Supreme Court of California
Dec 29, 1931
6 P.2d 938 (Cal. 1931)

Opinion

Docket No. L.A. 12901.

December 29, 1931.

PROCEEDING in Certiorari to review orders of the Superior Court of Los Angeles County vacating judgments and granting motions for new trial. Albert C. Finney, Judge. Affirmed.

The facts are stated in the opinion of the court.

Call Murphey and Anderson Anderson Sheehan for Petitioner.

Everts, Ewing, Wild Everts, Everts, Ewing Wild, McAdoo, Neblett and Clagett and Wm. H. Neblett for Respondents.


This is a petition for a writ of certiorari to review orders of the Superior Court of Los Angeles County vacating judgments previously entered by it and granting a new trial to defendants. Petitioner originally brought an action as plaintiff against T.L. Dudley, F.P. Newport and Security Trust Savings Bank, a corporation, defendants, seeking the dissolution of a partnership, and an accounting. The court, on July 19, 1929, made findings of fact and conclusions of law and rendered a judgment dissolving the partnership, determining the respective interests of the parties in certain property, and directing that an accounting be had for which defendant Newport should bear the cost. It was provided in said judgment that upon the completion of said accounting the court would decree the amount of money due from the parties. Subsequently the accountant's report was filed and the court adopted the same, made findings of fact and conclusions of law, which included substantially all of those previously made, and decreed the sums due.

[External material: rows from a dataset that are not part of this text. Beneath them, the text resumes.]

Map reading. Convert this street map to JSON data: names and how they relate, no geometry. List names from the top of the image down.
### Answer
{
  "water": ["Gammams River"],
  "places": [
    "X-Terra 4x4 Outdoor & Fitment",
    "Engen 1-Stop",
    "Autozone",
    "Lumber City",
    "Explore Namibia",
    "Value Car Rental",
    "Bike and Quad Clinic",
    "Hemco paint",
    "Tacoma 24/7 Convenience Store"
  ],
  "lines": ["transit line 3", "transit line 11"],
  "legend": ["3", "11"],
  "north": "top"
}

Following the entry of the first judgment, defendants Newport and Dudley moved for a new trial, and after argument the motion was denied. Following the entry of the second judgment they moved to vacate both judgments, which motion was argued and a new trial granted on August 8, 1930. Said defendants also took appeals from each of the judgments.

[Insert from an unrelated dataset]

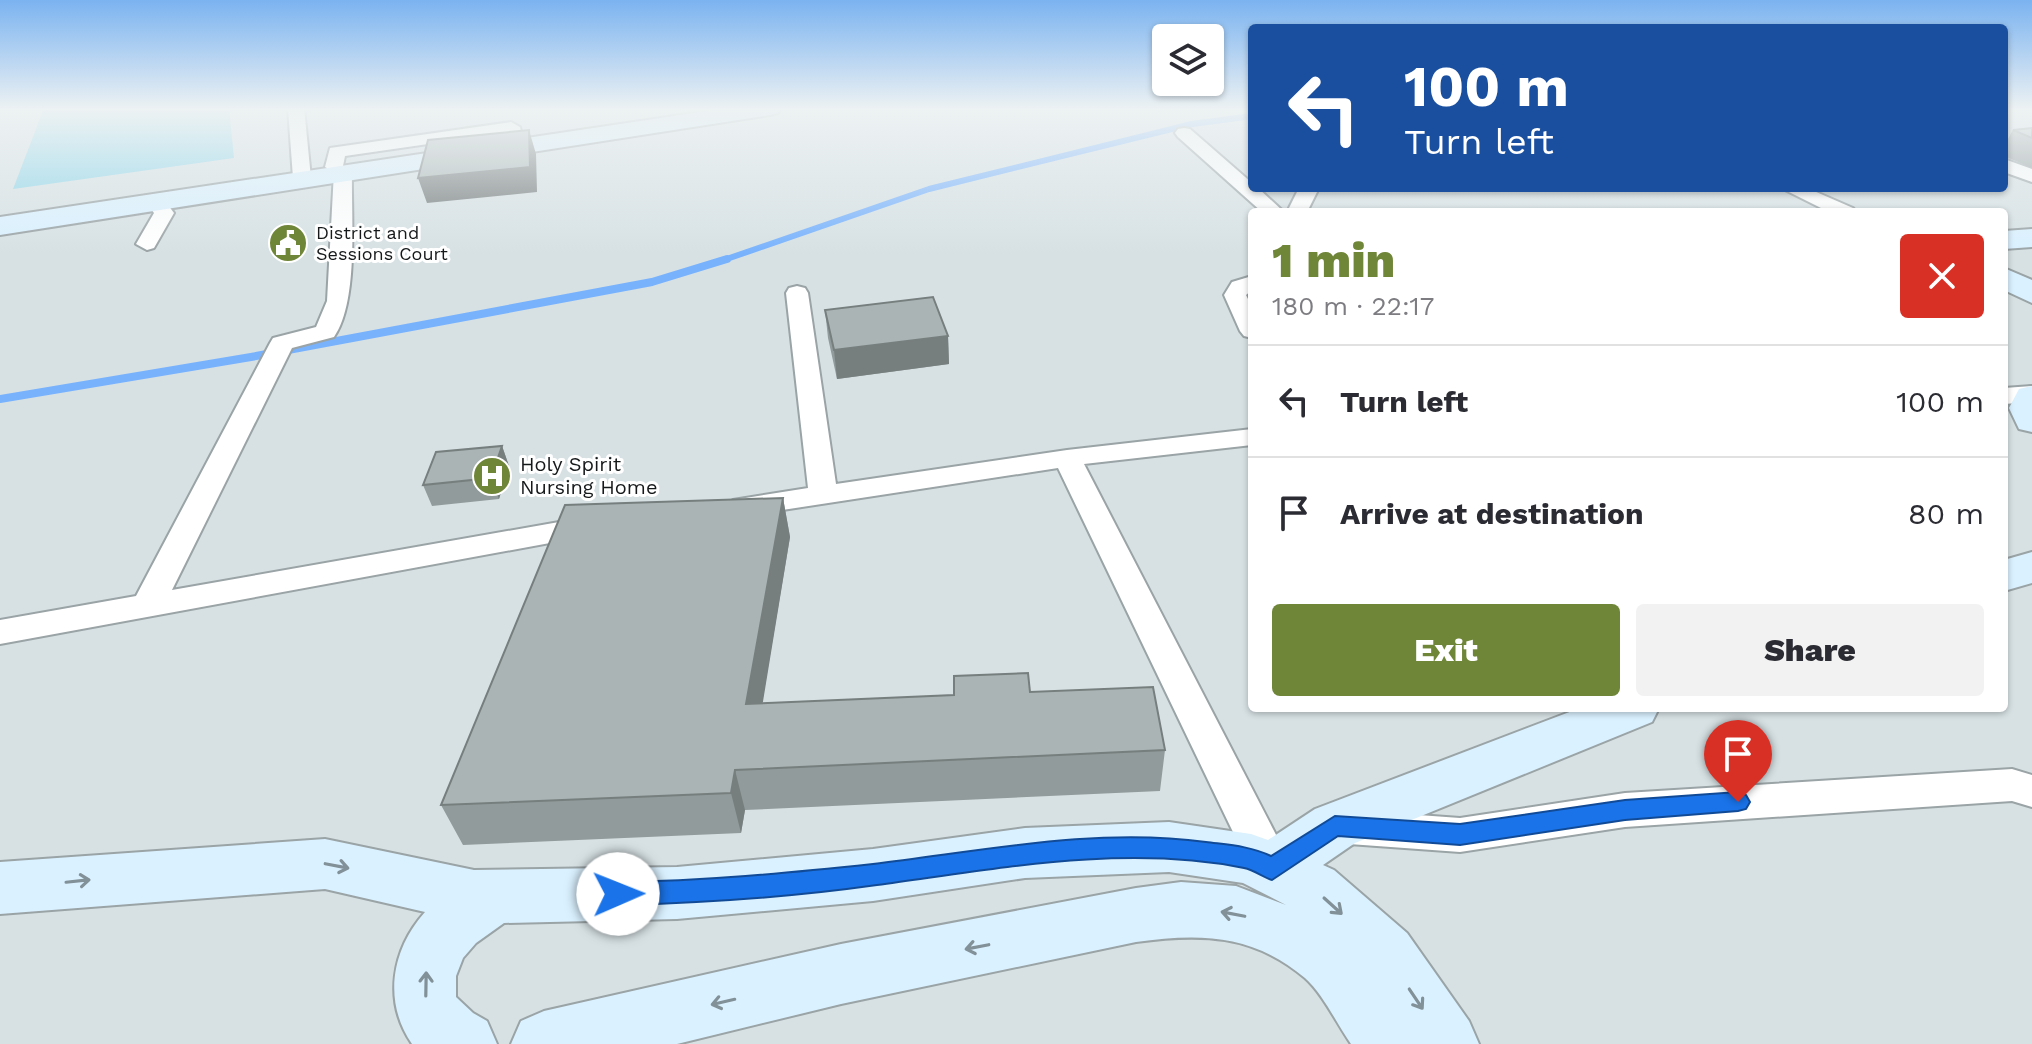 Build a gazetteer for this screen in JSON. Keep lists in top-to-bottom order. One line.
{"places":{"public building":["District and Sessions Court"],"hospital":["Holy Spirit Nursing Home"]},"page":{"turn":["100 m","Turn left"],"heading":["1 min","180 m · 22:17"],"list":[{"name":"Turn left","value":"100 m"},{"name":"Arrive at destination","value":"80 m"}],"buttons":["Exit","Share"]}}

Petitioner seeks to annul the order of the court setting aside both judgments and granting a new trial. As to the second judgment, of course, there can be no question of the power of the court. He contends, however, that in so far as this order affects the first judgment it is void because the trial court had previously exhausted its jurisdiction over that judgment by hearing and denying the first motion for a new trial. Whether this contention is sound is the important question on this appeal.

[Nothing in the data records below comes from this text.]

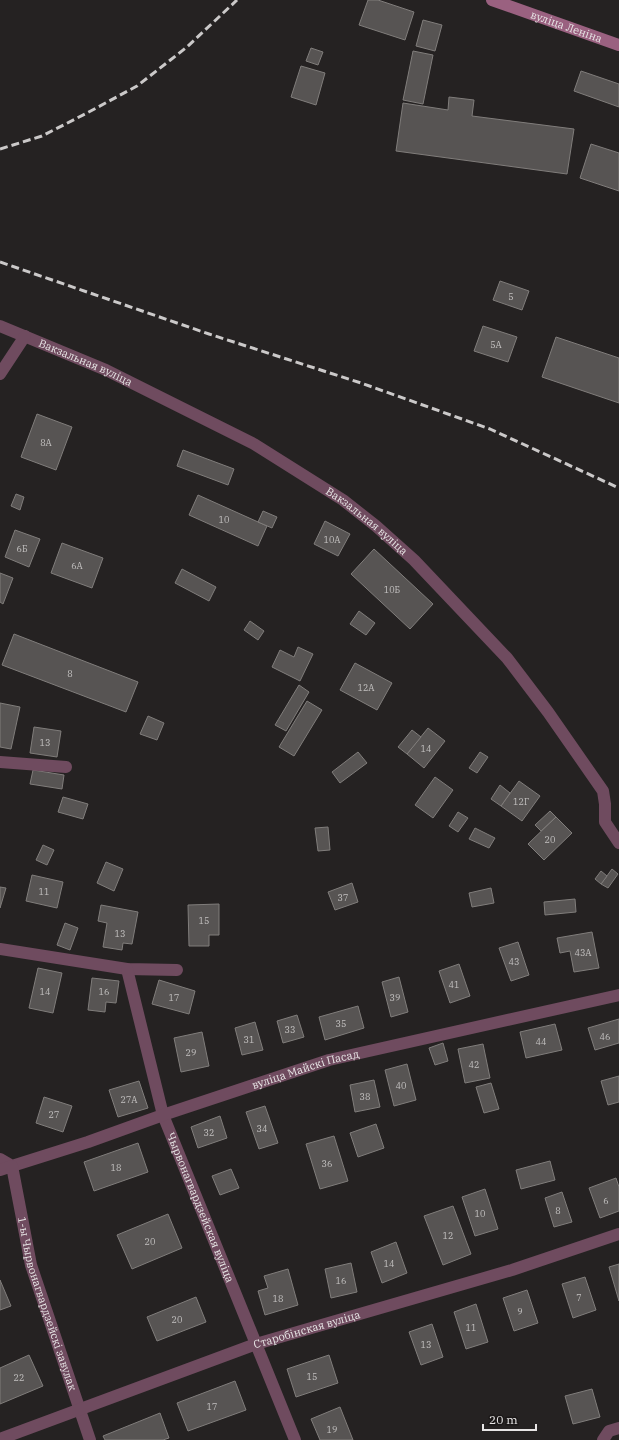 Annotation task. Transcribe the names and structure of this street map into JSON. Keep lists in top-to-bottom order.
{
  "streets": {
    "main road": ["вуліца Леніна"],
    "street": [
      "Вакзальная вуліца",
      "вуліца Майскі Пасад",
      "Чырвонагвардзейская вуліца",
      "1-ы Чырвонагвардзейскі завулак",
      "Старобінская вуліца"
    ]
  },
  "crossings": [
    ["вуліца Майскі Пасад", "Чырвонагвардзейская вуліца"],
    ["вуліца Майскі Пасад", "1-ы Чырвонагвардзейскі завулак"],
    ["Чырвонагвардзейская вуліца", "Старобінская вуліца"],
    ["1-ы Чырвонагвардзейскі завулак", "Старобінская вуліца"]
  ],
  "house_numbers": [
    "5",
    "5А",
    "8А",
    "10",
    "10А",
    "6Б",
    "6А",
    "10Б",
    "8",
    "12А",
    "13",
    "14",
    "12Г",
    "20",
    "11",
    "37",
    "15",
    "13",
    "43А",
    "43",
    "41",
    "14",
    "16",
    "17",
    "39",
    "35",
    "33",
    "46",
    "31",
    "44",
    "29",
    "42",
    "40",
    "38",
    "27А",
    "27",
    "34",
    "32",
    "36",
    "18",
    "6",
    "8",
    "10",
    "12",
    "20",
    "14",
    "16",
    "7",
    "18",
    "9",
    "20",
    "11",
    "13",
    "15",
    "22",
    "17",
    "19"
  ],
  "scale_bar": "20 m"
}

[1] There is undoubtedly some confusion existing as to what constitutes a final judgment which is appealable and which is subject to a motion for new trial. This confusion was probably greater at the time of the trial of this action than now, for subsequent to said trial this court has passed upon the question in Gunder v. Gunder, 208 Cal. 559 [ 282 P. 794]. Both parties now concede that the first judgment was interlocutory and not final. This concession is inevitable, for there can only be one final judgment in an action. ( Colton L. W. Co. v. Swartz, 99 Cal. 278 [33 P. 878]; Doudell v. Shoo, 159 Cal. 448 [ 114 P. 579].) If the first judgment were final, and the second were appealable, there would then be two final judgments in this case. As a matter of fact, the second judgment here was essential to determine finally the rights of the parties. It is true that certain issues of fact and of law were declared to be settled in the first decree; and it may well be that these were all the "substantial" or "material" issues in the case. There remained only the necessity of ascertaining the amounts of money to be paid pursuant to the decree determining the proportional interest of each party. But this had to be done, and until done, the case before the court was not concluded. It involved, to be sure, a mere matter of arithmetic, but the computations were subject to the approval of the court and were to be incorporated, if approved, in a further judgment. A judicial act remained to be done. Under these circumstances, the case comes clearly within the language of Gunder v. Gunder, 208 Cal. 559, 561 [ 282 P. 794, 795]:

[2] "While there is a conflict of authority on the question whether a decree which settles the basic issues between the parties, adjudges the complainant's rights to an accounting and refers the item of the account to be found by a master, etc., is an appealable judgment (see Wells v. Shriver, 81 Okla. 108 [ 197 P. 460]), we are persuaded from an examination of the authorities that the rule adopted by the courts of this state and applicable to the present case is based on the desirability of subjecting the parties to but one appeal at the determination of the entire controversy between them (see Doudell v. Shoo, 159 Cal. 448, 454 [ 114 P. 579]; Gianelli v. Briscoe, 40 Cal.App. 532, 536 [ 181 P. 105]; Bancroft's Code Practice and Remedies, p. 8329), and is stated in Pomper v. Superior Court, 191 Cal. 494, at page 496 [ 216 P. 577], as follows: `The general rule is that where a decree is made fixing the liability and rights of the parties which refers the case to a master or subordinate tribunal for a judicial purpose, such, for instance, as the statement of an account, upon which a further decree is to be entered, the decree is not final (2 Cal. Jur., secs. 19, 20, p. 142; California Nat. Bank v. Stateler, 171 U.S. 447 [43 L.Ed. 233, 19 Sup. Ct. Rep. 6, see, also, Rose's U.S. Notes]; Clement v. Duncan, 191 Cal. 209 [ 215 P. 1025]; Doudell v. Shoo, 159 Cal. 448, 453 [ 114 P. 579]).'" (See, also, Di Blasi v. Di Blasi, 209 Cal. 753 [ 290 P. 7].)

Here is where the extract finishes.